LZ77 compression https://www.allaboutcircuits.com/ip-cores/uncategorized/deflatecore/
Example Code
This python code by Marcan will decompress a LZ77-compressed file:
import sys, struct
class WiiLZ77:
TYPE_LZ77 = 1
def __init__(self, file, offset):
self.file = file
self.offset = offset
self.file.seek(self.offset)
hdr = struct.unpack("<I",self.file.read(4))[0]
self.uncompressed_length = hdr>>8
self.compression_type = hdr>>4 & 0xF
if self.compression_type != self.TYPE_LZ77:
raise ValueError("Unsupported compression method %d"%self.compression_type)
def uncompress(self):
dout = ""
self.file.seek(self.offset + 0x4)
while len(dout) < self.uncompressed_length:
flags = struct.unpack("<B",self.file.read(1))[0]
for i in range(8):
if flags & 0x80:
info = struct.unpack(">H",self.file.read(2))[0]
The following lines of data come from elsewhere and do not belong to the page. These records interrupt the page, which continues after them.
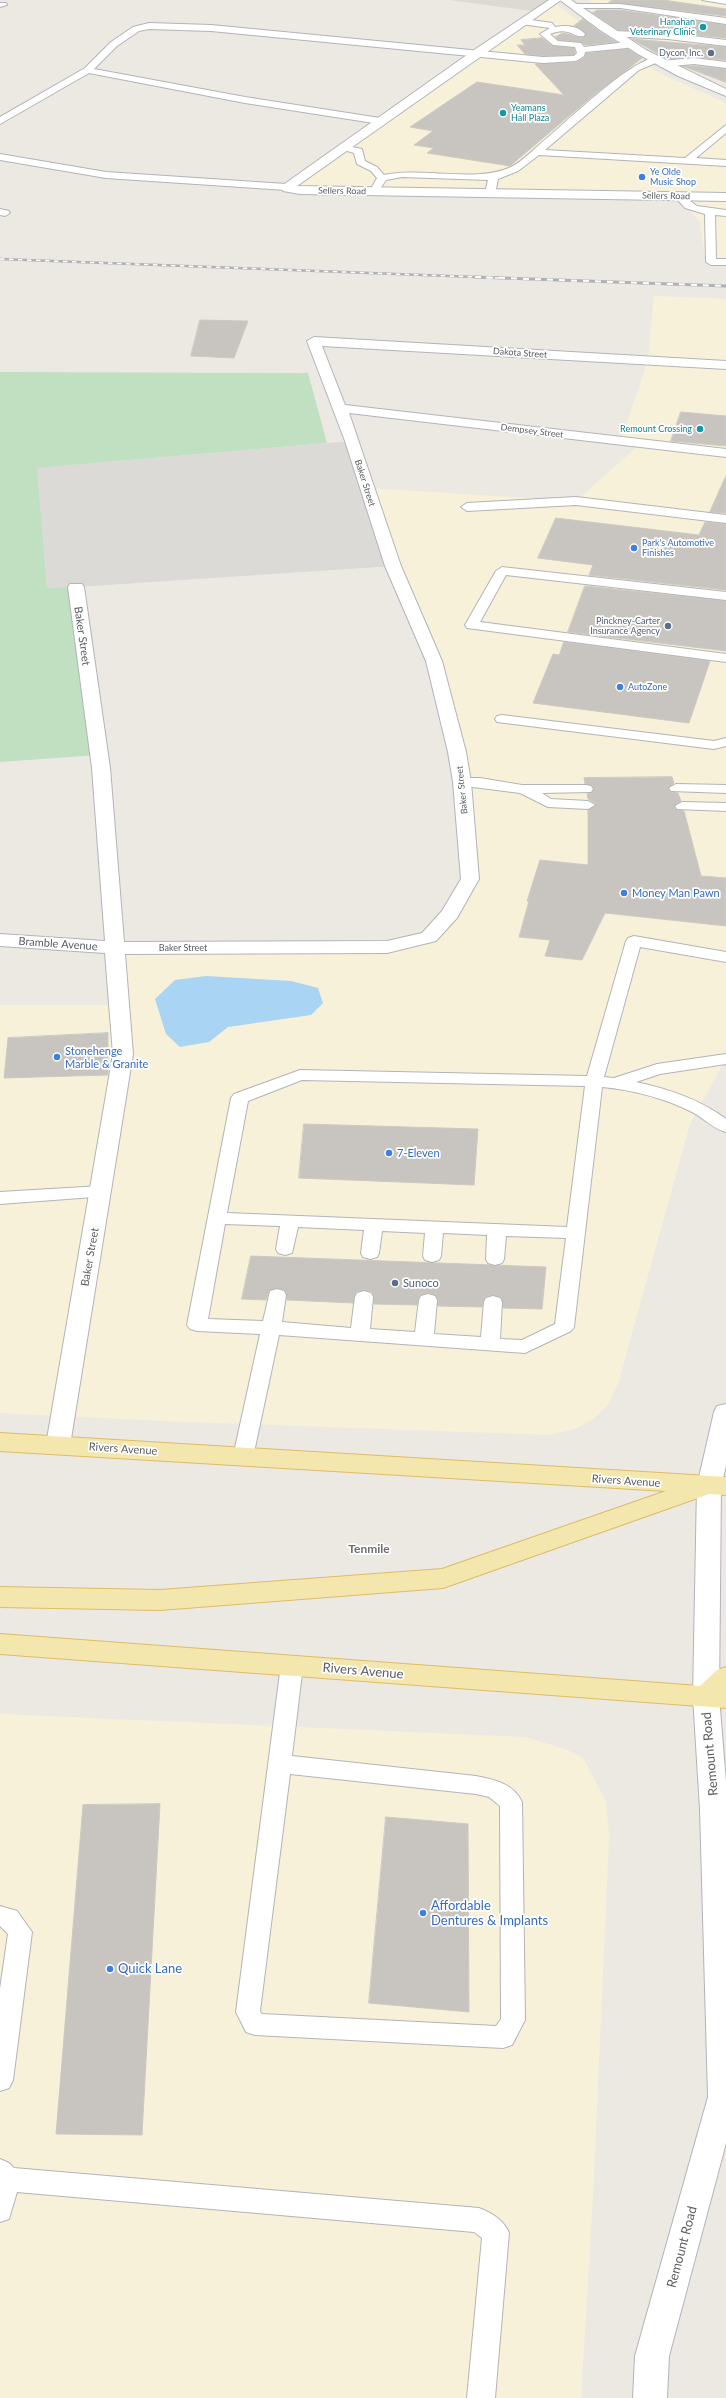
<!DOCTYPE html>
<style>
body{margin:0}
canvas{display:block;background:#ebe9e2}
</style>
<canvas width="726" height="2398"></canvas>
<script>
const c = document.querySelector('canvas').getContext('2d');
c.lineJoin = 'round';
function fillPath(path, color) {
  c.fillStyle = color;
  c.fill(path, 'evenodd');
}
function strokePath(path, color, width, dash) {
  c.strokeStyle = color;
  c.lineWidth = width;
  c.lineCap = dash ? 'butt' : 'round';
  c.setLineDash(dash || []);
  c.stroke(path);
}
function write(font, color, halo, rows, align = 'center') {
  c.font = font + ' Lato,sans-serif';
  c.lineWidth = 3.5;
  c.setLineDash([]);
  c.textBaseline = 'middle';
  c.strokeStyle = halo;
  c.fillStyle = color;
  for (const [text, x, y, turn = 0] of rows) {
    c.save();
    c.translate(x, y);
    c.rotate((+turn || 0) * Math.PI / 180);
    c.textAlign = isNaN(turn) ? turn : align;
    if (halo) c.strokeText(text, 0, 0);
    c.fillText(text, 0, 0);
    c.restore();
  }
}
const commercial = new Path2D(`
 M589,0H726V57L649,47Z
 M553,2L594,33L659,73L726,103V265L706,264L700,223L679,196L289,189Z
 M654,296L726,299V1059L690,1124L618,1384L608,1405L592,1420L575,1429L549,1435L162,1421L0,1413V1005H119L116,948L329,949L429,936L470,879L434,661L366,488L576,501L640,444L620,442L648,361Z
 M0,1714L525,1737L565,1749L583,1758L606,1801L609,1837L593,2196L581,2398H0Z`);
const industrial = new Path2D(`
 M352,441L393,566L47,589L37,468Z`);
const education = new Path2D(`
 M449,0H551L539,12Z`);
const green = new Path2D(`
 M0,372L308,373L327,443L37,468L47,588L76,587L98,755L0,762Z`);
const water = new Path2D(`
 M206,976L291,981L318,988L323,1003L311,1015L228,1027L209,1042L180,1047L166,1034L155,999L175,980Z`);
const building = new Path2D(`
 M613,0H663L726,9V16L609,2Z
 M598,10H620L726,25V38L668,32L618,30L593,13Z
 M583,19L599,31L616,42L585,45L581,42L559,40L555,37L563,33L584,38L586,33L574,26Z
 M542,38L552,46L574,48L575,53L573,55L543,56L525,54L517,45H525L521,40Z
 M632,39L726,47V60L694,57L668,59Z
 M628,49L642,58L595,94L510,166L427,153L434,148L414,145L433,131L410,127L477,82L564,95L535,64L576,62L585,57L586,53Z
 M683,66H694L726,69V82Z
 M200,320L248,321L234,358L191,356Z
 M681,412L726,416V446L671,441Z
 M726,476V513L710,512Z
 M556,518L699,535L705,522L726,524V590L589,575L593,565L538,558Z
 M585,586L726,601V651L568,632Z
 M564,642L710,661L689,723L533,703L553,654L559,655Z
 M672,777L674,783L668,789L671,792L678,793L681,801L674,807L677,810L684,811L701,876L726,878V926L605,913L582,960L545,956L550,940L519,937L529,901H527L540,860L588,865V810L596,804L588,799L587,794L592,793L594,788L591,785L585,784L584,778Z
 M108,1033V1075L4,1078L8,1038Z
 M304,1124L478,1129L474,1185L299,1178Z
 M251,1256L546,1267L542,1309L503,1308L501,1297L493,1295L485,1297L482,1307L438,1306L436,1295L428,1293L420,1295L417,1305L374,1304L372,1292L364,1290L356,1292L353,1303L287,1300L285,1290L277,1288L269,1291L266,1300L242,1299Z
 M160,1804L142,2135L56,2134L83,1805Z
 M386,1817L468,1824L469,2012L369,2003Z`);
const service = new Path2D(`
 M702,0H726V4Z
 M0,3H6L7,5L0,7Z
 M570,4H620L726,18V24L620,8H573L569,6Z
 M524,19L552,23L555,27C566,25 578,26 585,34L584,36C573,38 569,26 550,34L558,41L581,43L584,47L627,42L631,45L627,48L585,52L584,56L576,61L543,63L211,31L149,29L139,31L117,46L94,69L245,97L380,118L385,121L380,124L245,103L89,73L0,124V117L85,68L111,42L133,27L149,23L211,25L543,57L574,56L577,53L575,47L553,45L540,34L550,28L521,24V20Z
 M612,31L668,33L726,40V46L668,39L609,36L608,34Z
 M655,57L659,60L658,62L639,70L545,150L685,158L726,125V133L696,158L726,160V166L539,155L518,171L498,179L496,189L491,192L486,189L488,180L402,177L386,180L380,189L377,190L372,187L377,178L371,171L357,164L354,153L337,148L342,145L362,149L365,161L377,167L384,175C423,167 478,183 511,167C521,162 531,152 539,145C567,122 624,65 655,57Z
 M694,58L726,62V68L694,64L661,67L657,64L661,61Z
 M0,154L106,172L286,184L291,187L286,190L106,178L0,160Z
 M679,193L697,206L726,210V216L715,215L716,259H726V265H711L706,262L705,214L685,208L674,196Z
 M0,209L9,211L10,213L5,216L0,215Z
 M576,497L726,515V523L576,505L467,511L461,507L467,503Z
 M502,567L726,592V600L506,575L480,622L726,654V662L467,628L465,625L496,571Z
 M502,715L714,741L726,738V746L714,749L497,722L495,719L497,716Z
 M462,778H480L522,785H586L591,786L593,789L591,792L542,793L551,799L588,801L595,805L588,809L548,807L520,793L457,785L455,782Z
 M676,784L726,785V793L671,791L669,788Z
 M682,802L726,803V811L677,809L675,806Z
 M634,936L726,952V962L640,947L604,1077L614,1078L657,1064L726,1054V1064L660,1074L636,1082C669,1089 699,1099 726,1119V1132C713,1129 704,1118 692,1112C664,1098 633,1090 602,1087L574,1327L571,1331L525,1353L279,1335L253,1457L250,1462L243,1464L236,1462L233,1457L260,1334L197,1331L190,1329L187,1325L231,1098L234,1094L300,1070L587,1076L626,941L628,938ZM302,1080L585,1086L567,1227L227,1213L248,1101ZM225,1224L280,1226L276,1249L278,1253L285,1255L292,1253L298,1227L364,1230L361,1253L363,1257L370,1259L377,1257L379,1253L382,1231L425,1233L423,1256L425,1260L432,1262L439,1260L441,1256L443,1233L487,1235L486,1259L488,1263L495,1265L502,1263L504,1259L506,1236L566,1238L555,1324L522,1340L500,1339L502,1302L500,1298L493,1296L486,1298L484,1302L481,1337L434,1334L437,1300L435,1296L428,1294L421,1296L419,1300L415,1332L370,1329L373,1297L371,1293L364,1291L357,1293L355,1297L351,1328L282,1322L286,1295L284,1291L277,1289L270,1291L263,1321L208,1319Z
 M101,1186L107,1188L110,1192L107,1196L0,1204V1192Z
 M292,1657L300,1659L303,1665L292,1756L476,1776C495,1780 513,1783 522,1802L525,2020L512,2045L503,2048L255,2035L246,2032L236,2012L281,1665L284,1659ZM290,1774L476,1794L489,1797L500,1806L501,2019L496,2026L262,2014L260,2011Z
 M0,1906L17,1911L32,1932L13,2080L9,2088L0,2091V1989L8,1934L0,1926Z
 M0,2159L9,2163L14,2168L479,2208C492,2213 504,2220 509,2233L495,2398H467L482,2238L474,2232L17,2192L9,2219L0,2222Z`);
const minor = new Path2D(`
 M549,0H561L297,186L726,193V201L300,194L283,191L281,188L283,185L471,52Z
 M314,337L726,361V369L322,346L345,405L726,449V457L349,413L401,566L442,661L466,752L471,782L479,879L457,918L436,941L387,953L125,954L133,1054L70,1445L67,1451L58,1454L49,1451L46,1445L113,1054L105,953L0,946V934L105,941L92,768L68,587L70,584H82L84,587L110,768L124,942L387,941L422,933L442,911L461,879L453,782L448,752L426,661L385,566L345,441L307,341Z`);
const tertiary = new Path2D(`
 M560,0H571L646,50L726,89V96L678,76L638,54L600,30Z`);
const secondary = new Path2D(`
 M726,1404V1466L721,1486L719,1697L726,1782V2143L669,2356L667,2398H633L635,2356L708,2097L700,1809L693,1697L697,1486L714,1412L717,1406Z`);
const primary = new Path2D(`
 M0,1433L726,1477V1495L709,1494L443,1588L160,1610L0,1607V1587L160,1590L442,1569L666,1491L0,1451Z
 M0,1634L700,1686L717,1670L726,1667V1708L0,1654Z`);
const railFar1 = new Path2D(`
 M0,259L502,278`);
const rail = new Path2D(`
 M475,277L726,286`);
const markers = [
 [703,27,4,"#0f9aa8"],
 [711,53,4,"#5c6f8a"],
 [503,113,4,"#0f9aa8"],
 [642,177,4,"#3f7fe0"],
 [700,429,4,"#0f9aa8"],
 [634,548,4,"#3f7fe0"],
 [668,626,4,"#5c6f8a"],
 [620,687,4,"#3f7fe0"],
 [624,893,4,"#3f7fe0"],
 [57,1057,4,"#3f7fe0"],
 [389,1153,4,"#3f7fe0"],
 [395,1283,4,"#5c6f8a"],
 [423,1913,4,"#3f7fe0"],
 [110,1969,4,"#3f7fe0"]
];
const farCulturenames = [
 ["Hanahan",695,22],
 ["Veterinary Clinic",695,32],
 ["Yeamans",511,108,"left"],
 ["Hall Plaza",511,118,"left"],
 ["Remount Crossing",692,429]
];
const farServicenames = [
 ["Dycon, Inc.",703,53],
 ["Pinckney-Carter",660,621],
 ["Insurance Agency",660,631]
];
const farShopnames = [
 ["Ye Olde",650,172],
 ["Music Shop",650,182],
 ["Park's Automotive",642,543],
 ["Finishes",642,553],
 ["AutoZone",628,687]
];
const farStreetnames = [
 ["Sellers Road",342,191,1],
 ["Sellers Road",666,196,1],
 ["Dakota Street",520,353,4],
 ["Dempsey Street",532,431,7],
 ["Baker Street",365,483,72],
 ["Baker Street",462,790,-96],
 ["Baker Street",183,948]
];
const streetNames = [
 ["Baker Street",82,636,82],
 ["Bramble Avenue",58,944,4],
 ["Baker Street",90,1257,-80],
 ["Rivers Avenue",123,1449,4],
 ["Rivers Avenue",626,1481,4]
];
const shopNames = [
 ["Money Man Pawn",632,893],
 ["Stonehenge",65,1051],
 ["Marble & Granite",65,1064],
 ["7-Eleven",397,1153]
];
const serviceNames = [
 ["Sunoco",403,1283]
];
const neighbourhoodNames = [
 ["Tenmile",369,1549]
];
const nearStreetnames = [
 ["Rivers Avenue",363,1671,5],
 ["Remount Road",710,1754,-95],
 ["Remount Road",682,2247,-75]
];
const nearShopnames = [
 ["Affordable",431,1906],
 ["Dentures & Implants",431,1921],
 ["Quick Lane",118,1969]
];
fillPath(commercial, '#f8f1d9');
fillPath(industrial, '#dcdad6');
fillPath(education, '#dddad3');
fillPath(green, '#c1dfc1');
fillPath(water, '#a9d4f3');
fillPath(building, '#c8c5c0');
strokePath(building, '#cecac1', 1);
strokePath(service, '#b2b4b7', 2);
strokePath(minor, '#b2b4b7', 2);
strokePath(tertiary, '#b2b4b7', 2);
strokePath(secondary, '#b1b4b7', 2);
strokePath(primary, '#debb68', 2);
fillPath(service, '#fff');
fillPath(minor, '#fff');
fillPath(tertiary, '#fff');
fillPath(secondary, '#fff');
fillPath(primary, '#f4e7ae');
strokePath(railFar1, '#b0b1b1', 2.5);
strokePath(rail, '#b0b1b1', 3);
strokePath(railFar1, '#fff', 1.5, [4.5]);
strokePath(rail, '#fff', 2, [6]);
for (const [x, y, r, color] of markers) {
  const dot = new Path2D();
  dot.arc(x, y, r, 0, 2 * Math.PI);
  c.fillStyle = color;
  c.fill(dot);
  strokePath(dot, '#fff', 1.5);
}
write('9px', '#0d838f', '#fff', farCulturenames, 'right');
write('9px', '#4e5e75', '#fff', farServicenames, 'right');
write('9px', '#366cbe', '#fff', farShopnames, 'left');
write('9px', '#5a5d60', '#fff', farStreetnames);
write('11px', '#5a5d60', '#fff', streetNames);
write('11px', '#366cbe', '#fff', shopNames, 'left');
write('11px', '#4e5e75', '#fff', serviceNames, 'left');
write('bold 12px', '#6b6f72', '#fff', neighbourhoodNames);
write('13px', '#5a5d60', '#fff', nearStreetnames);
write('13px', '#366cbe', '#fff', nearShopnames, 'left');
</script>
num = 3 + ((info>>12)&0xF)
disp = info & 0xFFF
ptr = len(dout) - (info & 0xFFF) - 1
for i in range(num):
dout += dout[ptr]
ptr+=1
if len(dout) >= self.uncompressed_length:
break
else:
dout += self.file.read(1)
flags <<= 1
if len(dout) >= self.uncompressed_length:
break
self.data = dout
return self.data
f = open(sys.argv[1])
hdr = f.read(4)
if hdr != "LZ77":
f.seek(0)
unc = WiiLZ77(f, f.tell())
du = unc.uncompress()
f2 = open(sys.argv[2],"w")
f2.write(du)
f2.close()
Tools
[1] by JGSHEW can be used to decompress LZ77-compressed files.